Back
View All Articles

Cancer & Parenting: Supporting a Spouse

When we talk about cancer, we often think about the person who is diagnosed. That’s rightfully so, but cancer also has a huge impact on caregivers, particularly spouses.

The spouse of someone with cancer goes through a range of emotions, from fear and confusion when his or her partner is first diagnosed to wondering how best to offer support.

But often, the spouse needs a lot of support, too. Including caregiving duties, a spouse may take on more day-to-day parental responsibilities and household chores to help the entire family maintain a sense of normalcy. Navigating cancer as a family is challenging, but if you are the spouse of someone who has been diagnosed, there are ways to get through it.

Managing Family

Helping children understand and cope with a parent’s diagnosis if often one of the most important and difficult responsibilities of a supporting spouse.

Depending on your children’s age, it can be difficult to explain what’s going on. But the best advice I can give is to be honest and try to prepare your kids for what lies ahead. The basic information you share with them should include details about the name of the cancer, where it’s located in the body and how it will be treated so that mom or dad is fully healthy again. You also can discuss how the diagnosis may change certain routines your family has or the ability of the diagnosed parent to participate in everyday activities.

During this time, it’s also important to encourage children to exercise gentleness with the parent who has cancer. Children may not understand why that parent isn’t able to spend as much time with them as before or attend school events or certain social gatherings. It’s important for the spouse to both show and tell the child that even though some things have changed, he or she is still loved. Often, spending one-on-one time with kids or doing something they enjoy helps kids feel as though things are normal. For spouses taking care of a loved one, it can be difficult to carve out this time outside of caregiving responsibilities, but it’s important to take a break.

Relationship Between You and Your Spouse

Cancer also affects you and your spouse’s relationship, everything from intimacy to how you share family responsibilities.
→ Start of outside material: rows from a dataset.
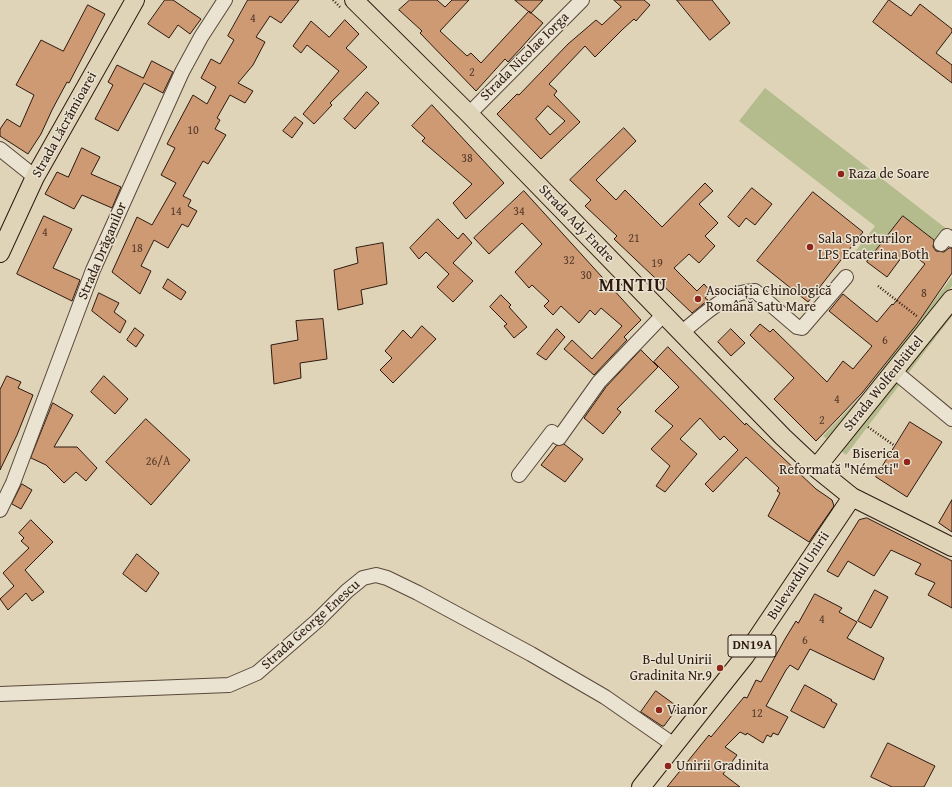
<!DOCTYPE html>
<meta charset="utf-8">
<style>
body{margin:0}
canvas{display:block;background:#dfd4b8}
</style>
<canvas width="952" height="787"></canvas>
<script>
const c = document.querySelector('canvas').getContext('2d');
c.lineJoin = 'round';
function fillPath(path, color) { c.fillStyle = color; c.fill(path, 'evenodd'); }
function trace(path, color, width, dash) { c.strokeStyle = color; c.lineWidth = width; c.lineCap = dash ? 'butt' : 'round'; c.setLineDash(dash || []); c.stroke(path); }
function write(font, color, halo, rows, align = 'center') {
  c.font = font + ' "Gentium Book Plus",serif'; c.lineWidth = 3; c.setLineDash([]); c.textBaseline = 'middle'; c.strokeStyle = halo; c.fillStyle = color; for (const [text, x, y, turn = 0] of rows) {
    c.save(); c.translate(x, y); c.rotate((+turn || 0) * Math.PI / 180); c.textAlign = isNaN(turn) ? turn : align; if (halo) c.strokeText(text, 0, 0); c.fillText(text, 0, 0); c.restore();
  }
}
fillPath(new Path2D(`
 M 765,88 L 948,230 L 938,243 L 903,216 L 867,262 L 855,252 L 875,226 L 739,121 Z
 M 952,277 L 952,286 L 866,396 L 828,440 L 823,436 L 863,394 Z
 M 952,307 L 952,316 L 846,455 L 841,451 Z`), '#b4bc8d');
const building = new Path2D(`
 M 165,0 L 173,0 L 201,19 L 190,34 L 178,25 L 169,38 L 148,24 Z
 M 248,0 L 299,0 L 281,23 L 270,16 L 256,37 L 265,42 L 253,65 L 238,83 L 253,91 L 245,103 L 230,95 L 217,118 L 220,120 L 215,129 L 226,135 L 208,164 L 203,161 L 183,196 L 191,200 L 188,206 L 197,211 L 188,227 L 182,224 L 168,248 L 154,240 L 141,266 L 151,271 L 140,294 L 112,272 L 137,217 L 152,225 L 176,183 L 161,175 L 175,148 L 167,144 L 193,95 L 207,104 L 216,87 L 201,78 L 211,59 L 220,64 L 234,40 L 228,36 Z
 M 410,0 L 437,0 L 445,7 L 452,0 L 469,0 L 440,31 L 467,56 L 471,53 L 481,63 L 529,11 L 543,23 L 521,48 L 508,62 L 505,59 L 476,91 L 420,33 L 422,31 L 399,10 Z
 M 515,0 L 543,0 L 531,13 Z
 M 614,0 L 644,0 L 650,5 L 636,21 L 634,19 L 623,29 L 595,57 L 585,46 L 549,84 L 557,91 L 554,95 L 580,122 L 541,159 L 497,114 L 517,94 L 519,95 L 568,44 L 596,20 L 602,25 L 621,7 ZM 548,106 L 565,121 L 550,135 L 536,119 Z
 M 677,0 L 712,0 L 730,23 L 710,40 Z
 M 889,0 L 911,16 L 920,4 L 952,29 L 952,32 L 936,53 L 952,65 L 952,83 L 873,22 Z
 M 88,5 L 105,14 L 69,83 L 67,82 L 52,110 L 41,134 L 28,154 L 0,136 L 0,129 L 7,119 L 20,127 L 34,95 L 16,85 L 41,40 L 63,51 Z
 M 345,20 L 359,34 L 346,48 L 367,67 L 330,103 L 332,105 L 314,124 L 303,114 L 339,71 L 307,45 L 301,53 L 293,46 L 311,21 L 329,37 Z
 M 152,61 L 173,72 L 163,93 L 144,83 L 118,131 L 95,119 L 113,85 L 108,82 L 117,65 L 143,78 Z
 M 367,92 L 379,103 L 355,129 L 344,119 Z
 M 432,105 L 504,183 L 466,219 L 453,203 L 472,184 L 422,141 L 425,138 L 412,126 Z
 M 295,117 L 303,123 L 292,138 L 283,131 Z
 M 624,128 L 636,141 L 596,180 L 616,200 L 625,190 L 662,227 L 705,183 L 713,191 L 699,204 L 718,223 L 705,236 L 715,246 L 699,263 L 689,254 L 674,268 L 697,291 L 704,284 L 711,292 L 705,298 L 708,300 L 692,313 L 614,239 L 617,236 L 585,206 L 591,200 L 570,180 Z
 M 82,148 L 100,157 L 91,174 L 121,187 L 112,208 L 82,195 L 74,209 L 45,194 L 57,172 L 68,177 Z
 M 752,188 L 772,204 L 755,225 L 746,218 L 739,227 L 728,217 Z
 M 524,191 L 641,320 L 624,337 L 627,340 L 594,375 L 564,349 L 572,340 L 592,359 L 622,326 L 601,308 L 595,315 L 590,310 L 579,323 L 561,306 L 553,315 L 544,306 L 549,301 L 532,285 L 529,288 L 515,272 L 542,244 L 522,223 L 489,254 L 474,238 Z
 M 813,192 L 863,232 L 808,302 L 757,261 Z
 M 44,216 L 72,229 L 53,268 L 80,280 L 72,301 L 17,274 Z
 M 903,216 L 934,240 L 933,247 L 936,251 L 944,252 L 949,248 L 952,248 L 952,273 L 917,324 L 862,393 L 816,441 L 774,399 L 794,378 L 750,335 L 760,324 L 770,332 L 773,329 L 827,382 L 843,361 L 853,369 L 872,346 L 829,311 L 843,294 L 877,322 L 892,304 L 893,305 L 925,264 L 907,250 L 887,277 L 867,262 Z
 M 438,219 L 458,239 L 463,233 L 472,243 L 453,263 L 473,281 L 453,302 L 437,287 L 449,274 L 426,252 L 419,259 L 410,248 Z
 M 383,243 L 387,284 L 361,290 L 363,304 L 338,310 L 334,270 L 358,263 L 356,248 Z
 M 168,279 L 186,292 L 181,300 L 163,288 Z
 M 99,293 L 119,303 L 114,312 L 126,321 L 120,333 L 92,311 Z
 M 501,295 L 511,305 L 509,307 L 527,327 L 514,338 L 504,326 L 507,324 L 490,307 Z
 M 323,319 L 327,359 L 300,363 L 301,378 L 274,384 L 271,345 L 298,340 L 296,321 Z
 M 422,326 L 436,339 L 393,383 L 380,370 L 392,358 L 385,351 L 403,330 L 411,338 Z
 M 135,328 L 144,335 L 136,347 L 127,340 Z
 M 557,329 L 565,337 L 546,360 L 537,354 Z
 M 731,329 L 745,343 L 731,356 L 718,342 Z
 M 668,347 L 745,425 L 746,423 L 816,489 L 832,500 L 834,506 L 809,542 L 768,516 L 780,493 L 777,491 L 779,488 L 746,457 L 713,492 L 705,484 L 738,450 L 724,436 L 720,440 L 700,418 L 680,439 L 697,454 L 665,492 L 656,486 L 670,466 L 651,449 L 673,426 L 655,411 L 679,387 L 654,362 Z
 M 641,350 L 658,367 L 617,409 L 621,412 L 603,434 L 584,418 L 606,387 Z
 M 7,376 L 21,382 L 18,388 L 33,395 L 17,435 L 0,470 L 0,390 Z
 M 104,376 L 128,399 L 115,414 L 91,392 Z
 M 53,403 L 73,415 L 54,447 L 77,447 L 97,468 L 86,481 L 76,472 L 64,483 L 46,465 L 31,458 Z
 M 146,419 L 190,460 L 151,505 L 106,462 Z
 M 910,422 L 942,442 L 907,497 L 876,477 Z
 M 564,444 L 583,459 L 565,482 L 541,465 L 556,446 Z
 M 22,484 L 32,490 L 21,509 L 12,504 Z
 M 952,500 L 952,532 L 939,523 Z
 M 867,518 L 952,561 L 952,608 L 928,595 L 935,583 L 915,574 L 921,564 L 891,550 L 874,576 L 848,561 L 838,577 L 827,571 L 859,520 Z
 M 31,520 L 53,542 L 25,570 L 44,592 L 32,601 L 26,593 L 8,610 L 0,599 L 14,586 L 3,573 L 29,548 L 21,541 L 24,538 L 19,533 Z
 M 137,554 L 159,573 L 146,592 L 123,574 Z
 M 875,590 L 888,597 L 871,628 L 858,621 Z
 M 815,594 L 842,608 L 839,612 L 857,622 L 847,638 L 884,658 L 874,680 L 810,649 L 798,670 L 790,665 L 786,670 L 766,706 L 788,717 L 778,735 L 773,733 L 771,737 L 767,735 L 763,743 L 747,733 L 746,735 L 740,732 L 725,747 L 737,755 L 723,774 L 740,787 L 667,787 L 709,735 L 711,737 L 744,697 L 747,698 L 756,680 L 761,682 L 785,639 L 796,621 L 798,623 Z
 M 805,685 L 832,700 L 831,701 L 837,704 L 824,728 L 791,711 Z
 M 656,691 L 678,707 L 664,726 L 662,726 L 641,712 Z
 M 888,743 L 935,766 L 924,787 L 892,787 L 871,777 Z`);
fillPath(building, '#ce9a73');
trace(building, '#2d1910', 1);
const minor = new Path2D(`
 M 469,114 L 582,0
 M 0,149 L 35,177
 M 941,244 L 947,236 L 952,240
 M 682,332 C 704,315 726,291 755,291 L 797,327 L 802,328 L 846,277
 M 894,371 L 952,419
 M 519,475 L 552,432 L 559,438 L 599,382 L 664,314
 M 0,510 L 13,483 L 93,270 L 182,72 L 201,37 L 225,0
 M 0,694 L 229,685 L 257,673 L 317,621 L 347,591 L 363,578 L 376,575 L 387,578 L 418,593 L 531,654 L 605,697 L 674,745`);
const major = new Path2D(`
 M 354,0 L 469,114 L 783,437 L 816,468 L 852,497 L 952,547
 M 0,253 L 35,177 L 135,0
 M 816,468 L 952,299
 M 641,787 L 745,656 L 852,497`);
trace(minor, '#5a483a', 16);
trace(major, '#2d1910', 20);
trace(new Path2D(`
 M 333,0 L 340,7
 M 878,286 L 918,317
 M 868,427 L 895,446`), '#2d1910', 2.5, [1, 2]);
trace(minor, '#eae3d1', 14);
trace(major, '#dfd4b8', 18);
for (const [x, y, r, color] of [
 [841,174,4,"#8f2418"],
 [810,247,4,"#8f2418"],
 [698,299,4,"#8f2418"],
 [907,462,4,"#8f2418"],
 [720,668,4,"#8f2418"],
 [659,710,4,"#8f2418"],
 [668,766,4,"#8f2418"]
]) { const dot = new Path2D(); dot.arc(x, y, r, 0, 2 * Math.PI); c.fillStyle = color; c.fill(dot); trace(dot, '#eae3d1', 1.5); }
write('12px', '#553929', null, [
 ["4",253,19],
 ["2",472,73],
 ["10",193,131],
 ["38",467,159],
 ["14",176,212],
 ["34",519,212],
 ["4",45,233],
 ["21",634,239],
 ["18",137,249],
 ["32",569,261],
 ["19",657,264],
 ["30",586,276],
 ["8",924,294],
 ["6",885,341],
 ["4",837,400],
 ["2",822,421],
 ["26/A",158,462],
 ["4",822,620],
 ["6",805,641],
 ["12",757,714]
]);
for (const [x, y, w] of [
 [752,646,48]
]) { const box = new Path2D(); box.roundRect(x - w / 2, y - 11, w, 22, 3); c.fillStyle = '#eae3d1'; c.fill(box); trace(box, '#2d1910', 1); }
write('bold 13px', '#2d1910', null, [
 ["DN19A",752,646]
]);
write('14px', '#2d1910', '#eae3d1', [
 ["Strada Nicolae Iorga",525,57,-45],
 ["Strada Lăcrămioarei",65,125,-61],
 ["Strada Ady Endre",576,224,46],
 ["Strada Drăganilor",103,251,-67],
 ["Strada Wolfenbüttel",884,384,-51],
 ["Bulevardul Unirii",799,576,-57],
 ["Strada George Enescu",311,625,-42]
]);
write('14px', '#2d1910', '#eae3d1', [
 ["Raza de Soare",849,174],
 ["Sala Sporturilor",818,239],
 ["LPS Ecaterina Both",818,255],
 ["Asociația Chinologică",706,291],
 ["Română Satu Mare",706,307],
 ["Biserica",899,454,"right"],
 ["Reformată \"Németi\"",899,470,"right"],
 ["B-dul Unirii",712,660,"right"],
 ["Gradinita Nr.9",712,676,"right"],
 ["Vianor",667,710],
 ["Unirii Gradinita",676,766]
], 'left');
c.letterSpacing = '1px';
write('bold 18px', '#2d1910', '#eae3d1', [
 ["MINTIU",633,286]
]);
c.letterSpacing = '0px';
</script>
When one partner has cancer, another carries more of the load — and this often feels overwhelming. When one spouse is going through cancer, the other’s experiences are usually secondary, which can make that person feel generally unsupported.

It’s difficult to cope with these emotions, but anyone who has ever supported their partner through cancer likely has experienced them. Open communication is key during these times. Share your feelings with your partner and talk to your partner about how his or her feelings, as well. Cancer can be very isolating for both the person who is diagnosed and the spouse, but openly communicating about how cancer is affecting the family makes the journey a little easier to deal with. If you can, also set aside time for you and your partner to reconnect. This can be a date night at your favorite restaurant or just enjoying a movie together in bed.

Getting Support

While the focus is on supporting a loved one with cancer, it’s critical for caregivers to take care of themselves, too. Between driving a spouse back and forth from treatment and taking care of children, caregivers may not have much time for themselves. They also may not take the time to seek support or share their feelings with family and close friends who can help with some of the caregiving responsibilities.

We often think we can do everything on our own, but with cancer it’s important to have a community of support around you. Seek advice from others who have gone through the same thing. Local cancer support communities and online support groups are the best resource for this. Also don’t be afraid to ask for help from family and friends. In times like these, people are often willing to help, but you have to be open about what you need. Whether it’s picking up the kids from school, doing grocery shopping or taking a spouse to treatment, friends and family are likely ready, willing and able to offer additional support.

Cancer creates a new normal for families, between parents and children and between spouses. There’s a reason cancer is called a family disease. It affects everyone, especially a spouse who now must assume the role of caregiver. The entire process can be challenging, but it’s important for spouses to seek support from friends, family, local support groups and health professionals so that they don’t have to take on cancer alone.